Clark Regional Airport is currently undergoing an extension of Runway 18-36 from its existing 5,500 feet to 7,000 feet. The extension of Runway 18-36 will improve safety for aircraft and allow Clark Regional Airport to better accommodate larger planes. The commercial businesses that have and continue to relocate to the expanding River Ridge Commerce Center will find Clark Regional Airport's convenient and easily accessible location is ideal for their corporate travel and industrial shipping needs. Through the completion of the East End Bridge from Jefferson County, Kentucky, business located in the East End of Jefferson County, Kentucky, will find it easier to commute to and from the area in order to utilize Clark Regional Airport rather than Bowman Field.

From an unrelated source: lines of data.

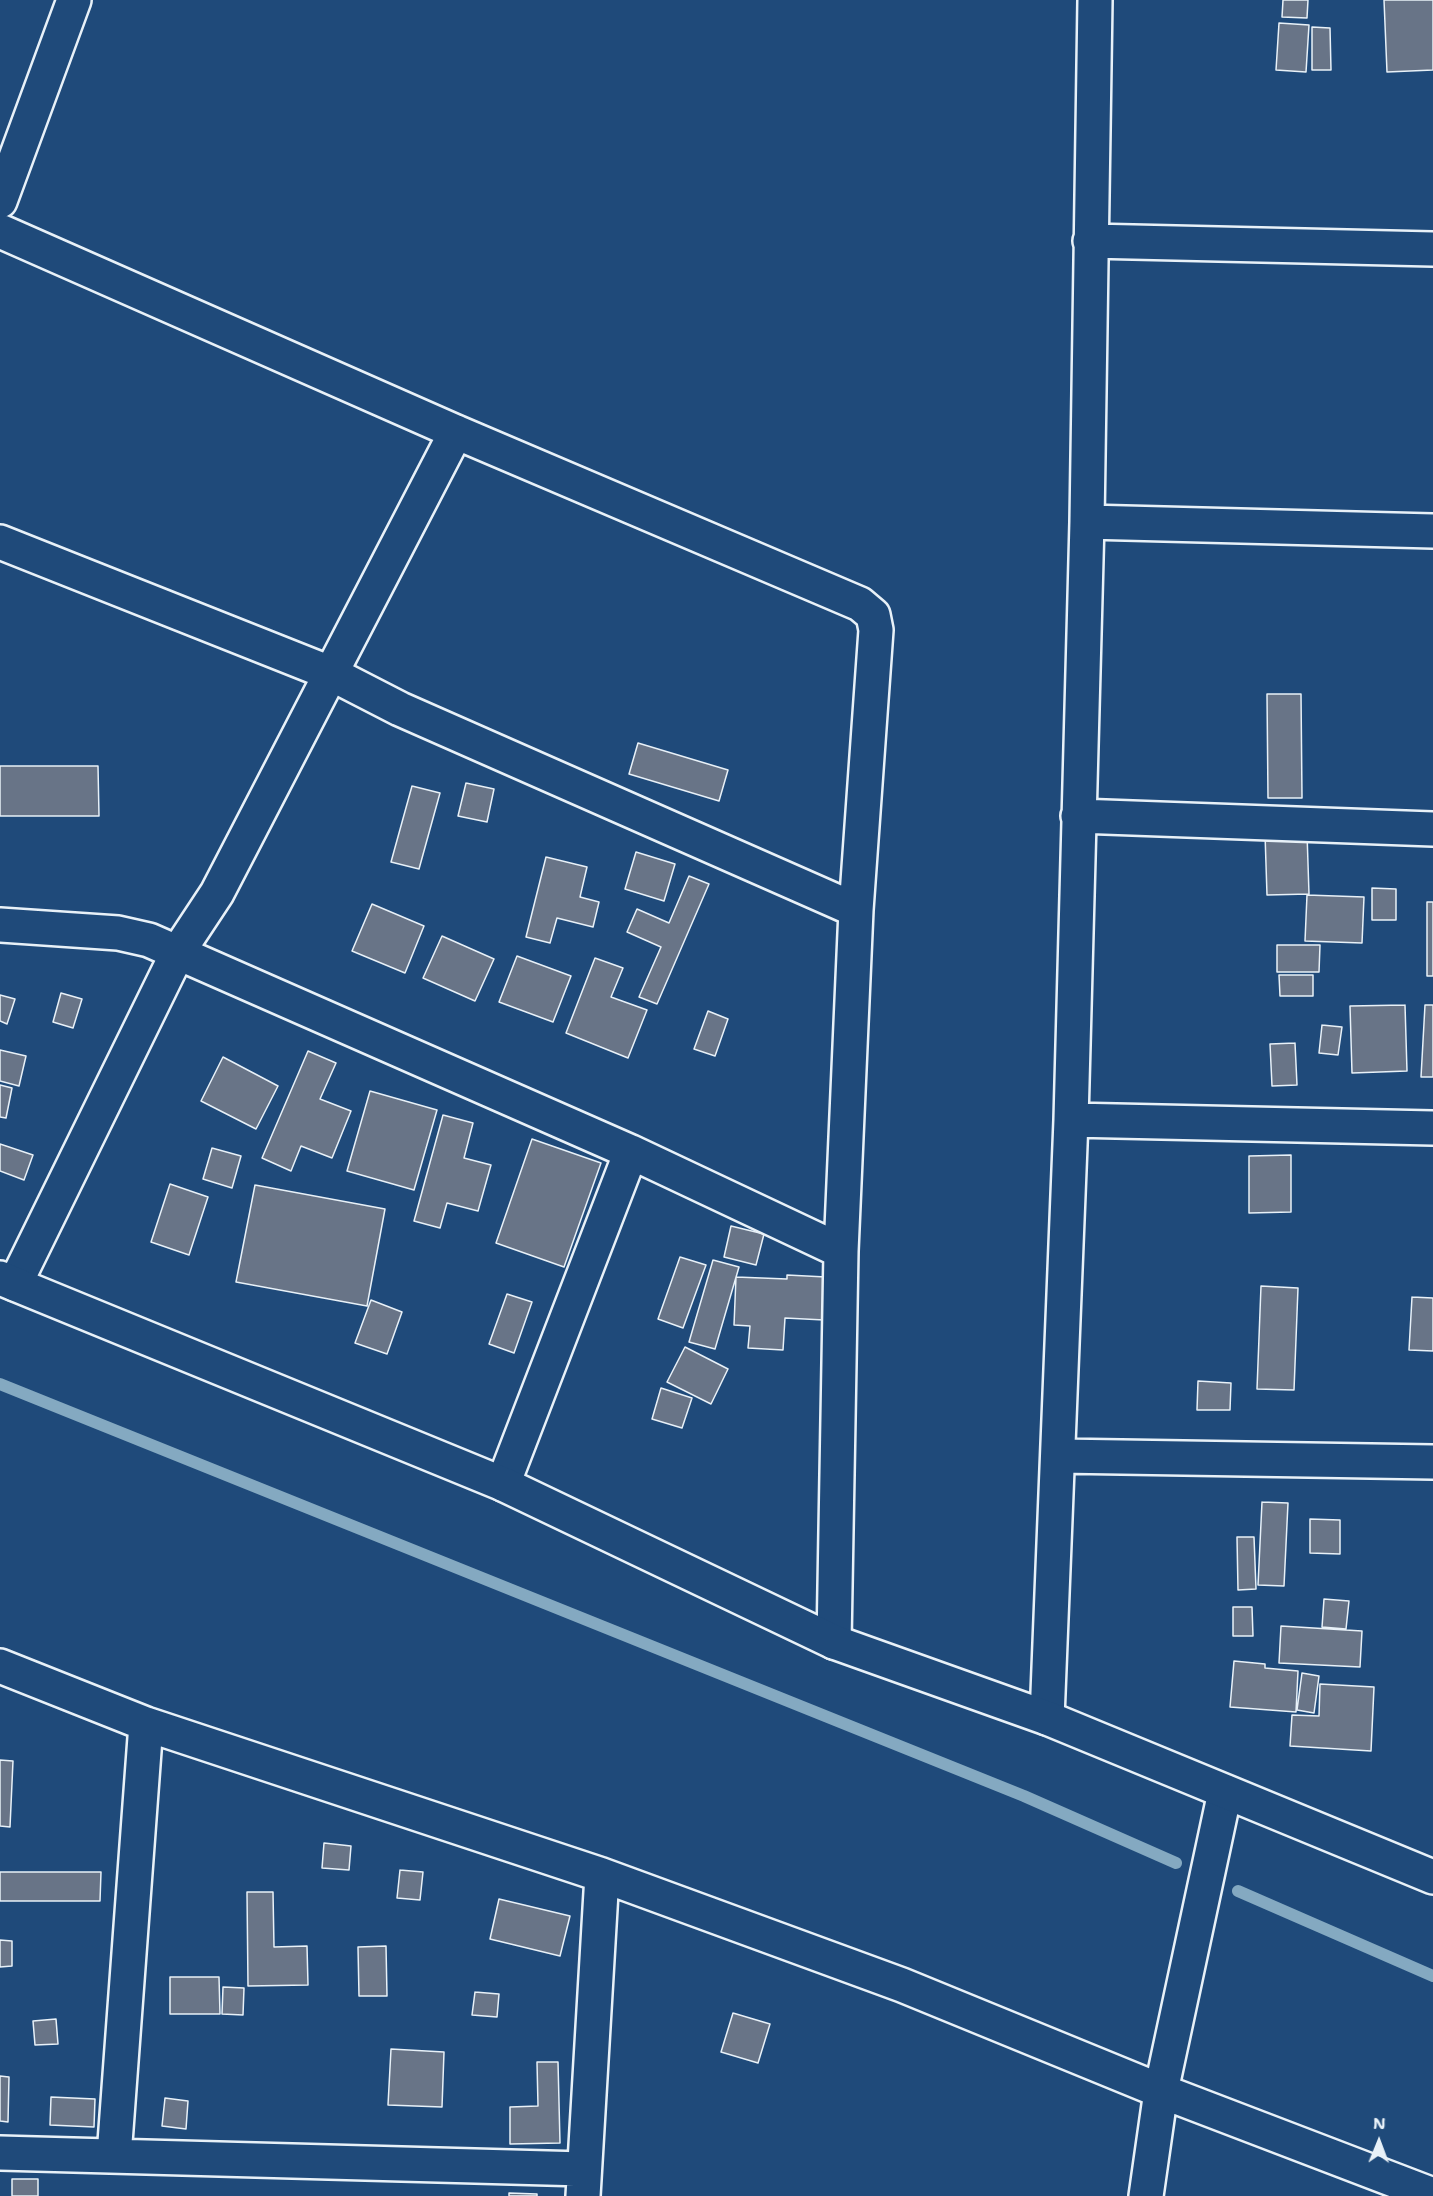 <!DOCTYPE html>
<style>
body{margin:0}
#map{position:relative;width:1433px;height:2196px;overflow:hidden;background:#1f4a7a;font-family:"Shantell Sans",sans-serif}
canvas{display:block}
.north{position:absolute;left:1349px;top:2112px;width:60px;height:60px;-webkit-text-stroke:4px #1f4a7a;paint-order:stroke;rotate:1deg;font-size:16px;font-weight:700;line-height:24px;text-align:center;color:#e8f1f8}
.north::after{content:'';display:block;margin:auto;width:21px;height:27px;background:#e8f1f8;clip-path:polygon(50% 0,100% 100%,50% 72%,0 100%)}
</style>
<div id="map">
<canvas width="1433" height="2196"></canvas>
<div class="north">N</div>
</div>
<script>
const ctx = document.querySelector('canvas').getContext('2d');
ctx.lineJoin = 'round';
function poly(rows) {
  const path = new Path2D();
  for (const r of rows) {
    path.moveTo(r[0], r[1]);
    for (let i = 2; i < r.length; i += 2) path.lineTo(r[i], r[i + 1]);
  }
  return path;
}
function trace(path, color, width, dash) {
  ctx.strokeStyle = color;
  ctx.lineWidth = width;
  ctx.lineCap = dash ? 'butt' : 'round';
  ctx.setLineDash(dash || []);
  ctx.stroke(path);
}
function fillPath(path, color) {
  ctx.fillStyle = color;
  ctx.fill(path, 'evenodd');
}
trace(poly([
 [0,1384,1024,1796,1176,1863],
 [1238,1891,1433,1976]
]), '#84a9c1', 12);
const building = poly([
 [1283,0,1308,0,1307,18,1282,17,1283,0],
 [1384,0,1433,0,1433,70,1387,72,1384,0],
 [1279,23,1309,25,1306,72,1276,70,1279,23],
 [1312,27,1330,28,1331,70,1312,70,1312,27],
 [1267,694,1301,694,1302,798,1268,798,1267,694],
 [638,743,728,770,719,801,629,774,638,743],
 [0,766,98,766,99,816,0,816,0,766],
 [466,783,494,789,487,822,458,816,466,783],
 [412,786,440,793,419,869,391,862,412,786],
 [1307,833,1309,894,1267,895,1265,834,1307,833],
 [636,852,675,864,664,901,625,889,636,852],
 [546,857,587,867,580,897,599,902,593,927,557,918,550,943,526,937,546,857],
 [689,876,709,884,657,1004,639,997,661,947,627,932,637,909,669,923,689,876],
 [1372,888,1396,889,1396,920,1372,920,1372,888],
 [1307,895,1364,897,1362,943,1305,941,1307,895],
 [1427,902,1433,902,1433,976,1427,976,1427,902],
 [372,904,424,926,405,973,352,951,372,904],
 [442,936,494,959,475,1001,423,978,442,936],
 [1277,945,1320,945,1319,972,1277,972,1277,945],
 [517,956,571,976,553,1022,499,1002,517,956],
 [595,958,623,968,611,997,647,1010,628,1058,566,1033,595,958],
 [1279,975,1313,975,1313,996,1280,996,1279,975],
 [61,993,82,999,73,1028,53,1022,61,993],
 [0,995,15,999,7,1024,0,1021,0,995],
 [1405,1005,1407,1071,1352,1073,1350,1006,1405,1005],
 [1425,1005,1433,1005,1433,1077,1421,1077,1425,1005],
 [708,1011,728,1019,715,1056,694,1049,708,1011],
 [1322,1025,1342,1027,1338,1055,1319,1053,1322,1025],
 [1295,1043,1297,1085,1272,1086,1270,1044,1295,1043],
 [0,1050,26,1056,19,1086,0,1081,0,1050],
 [308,1051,336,1063,320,1099,351,1111,332,1158,301,1146,291,1171,262,1158,308,1051],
 [223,1057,278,1086,256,1129,201,1101,223,1057],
 [0,1085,12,1088,6,1118,0,1117,0,1085],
 [370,1091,437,1110,414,1190,347,1171,370,1091],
 [443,1115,473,1123,464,1158,491,1165,478,1211,447,1203,440,1228,414,1221,443,1115],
 [532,1139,601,1163,564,1267,496,1243,532,1139],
 [0,1144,33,1155,24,1180,0,1171,0,1144],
 [212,1148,241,1156,232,1188,203,1179,212,1148],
 [1291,1155,1291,1212,1249,1213,1249,1156,1291,1155],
 [170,1184,208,1197,189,1255,151,1242,170,1184],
 [255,1185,385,1209,367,1306,236,1282,255,1185],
 [731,1226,764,1234,756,1265,724,1257,731,1226],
 [680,1257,706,1265,683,1328,658,1319,680,1257],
 [713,1260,739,1267,715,1349,689,1342,713,1260],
 [787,1275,826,1277,824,1320,785,1318,783,1350,748,1348,750,1326,734,1325,736,1277,787,1279,787,1275],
 [1261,1286,1298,1288,1294,1390,1257,1389,1261,1286],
 [507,1294,532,1302,514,1353,489,1344,507,1294],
 [1412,1297,1433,1298,1433,1351,1409,1350,1412,1297],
 [371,1300,402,1312,387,1354,355,1343,371,1300],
 [685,1347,728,1369,711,1404,667,1382,685,1347],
 [1198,1381,1231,1383,1230,1410,1197,1410,1198,1381],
 [661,1388,692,1398,682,1428,652,1419,661,1388],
 [1262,1502,1288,1503,1284,1586,1258,1585,1262,1502],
 [1310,1519,1340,1520,1340,1554,1310,1553,1310,1519],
 [1237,1537,1254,1537,1256,1589,1238,1590,1237,1537],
 [1324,1599,1349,1601,1346,1629,1322,1627,1324,1599],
 [1233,1607,1252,1607,1253,1636,1233,1636,1233,1607],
 [1281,1626,1362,1631,1360,1667,1279,1663,1281,1626],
 [1234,1661,1265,1664,1265,1668,1298,1671,1296,1712,1230,1707,1234,1661],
 [1302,1673,1319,1676,1314,1713,1297,1710,1302,1673],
 [1320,1684,1374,1687,1371,1751,1290,1746,1292,1715,1319,1716,1320,1684],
 [0,1760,13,1761,10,1827,0,1826,0,1760],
 [324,1843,351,1846,349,1870,322,1868,324,1843],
 [400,1870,423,1872,420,1900,397,1898,400,1870],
 [0,1872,101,1872,100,1901,0,1901,0,1872],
 [247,1892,273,1892,274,1947,307,1946,308,1985,248,1986,247,1892],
 [499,1899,570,1916,560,1956,490,1939,499,1899],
 [0,1940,12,1941,12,1966,0,1967,0,1940],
 [386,1946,387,1996,359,1996,358,1947,386,1946],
 [170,1977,219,1977,220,2014,170,2014,170,1977],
 [223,1987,244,1988,243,2015,222,2014,223,1987],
 [475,1992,499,1994,497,2017,472,2015,475,1992],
 [733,2013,770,2024,758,2063,721,2052,733,2013],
 [56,2019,58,2044,35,2045,33,2021,56,2019],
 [391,2049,444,2052,442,2107,388,2105,391,2049],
 [537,2062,558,2062,560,2143,510,2144,510,2107,538,2106,537,2062],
 [0,2076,9,2077,8,2122,0,2121,0,2076],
 [51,2097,95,2099,94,2127,50,2125,51,2097],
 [165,2098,188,2101,186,2129,162,2126,165,2098],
 [12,2179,38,2179,38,2196,12,2196,12,2179],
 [509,2193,537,2194,537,2196,509,2196,509,2193]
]);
fillPath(building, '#687487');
trace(building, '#e8f1f8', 1.5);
const street = poly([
 [0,201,74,0],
 [0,231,456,432,860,604,873,615,876,630,856,910,841,1251,834,1642],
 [1090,241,1433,249],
 [1087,522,1433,531],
 [0,542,330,673,400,709,856,910],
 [1078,816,1433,829],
 [0,925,118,933,149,940,631,1152,841,1251],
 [1071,1120,1433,1128],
 [15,1284,178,952,217,893,456,432],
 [1059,1456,1433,1462],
 [503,1484,631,1152],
 [0,1666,146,1724,602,1875,902,1985,1161,2091,1433,2195],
 [1047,1718,1071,1120,1087,522,1095,0],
 [0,2153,584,2169],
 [114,2156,146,1724],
 [583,2196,602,1875],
 [1146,2196,1161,2091,1225,1792]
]);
const primary = poly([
 [0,1278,503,1484,834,1642,1047,1718,1433,1877]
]);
trace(street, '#e8f1f8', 38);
trace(primary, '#e8f1f8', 38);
trace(street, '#1f4a7a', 33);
trace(primary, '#1f4a7a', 33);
</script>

Clark Regional Airport, through land acquisitions partially funded by the Federal Aviation Administration (FAA) and Indiana Department of Transportation (INDOT), has increased its footprint for future development of the surrounding property, making it an ideal location for the booming Southern Indiana economic and industrial growth that the region is currently experiencing.

Clark Regional Airport covers an area of 800 acres (324 ha) at an elevation of 474 ft above mean sea level. It has two runways with asphalt surfaces: 18/36 is 7,000 by 100 ft and 14/32 is 3,899 by 75 ft.

For the 12-month period ending December 31, 2010, the airport had 67,922 aircraft operations, an average of 186 per day: 88% general aviation and 12% air taxi. In January 2017, there were 122 aircraft based at this airport: 95 single-engine, 9 multi-engine, 9 jet and 9 helicopters.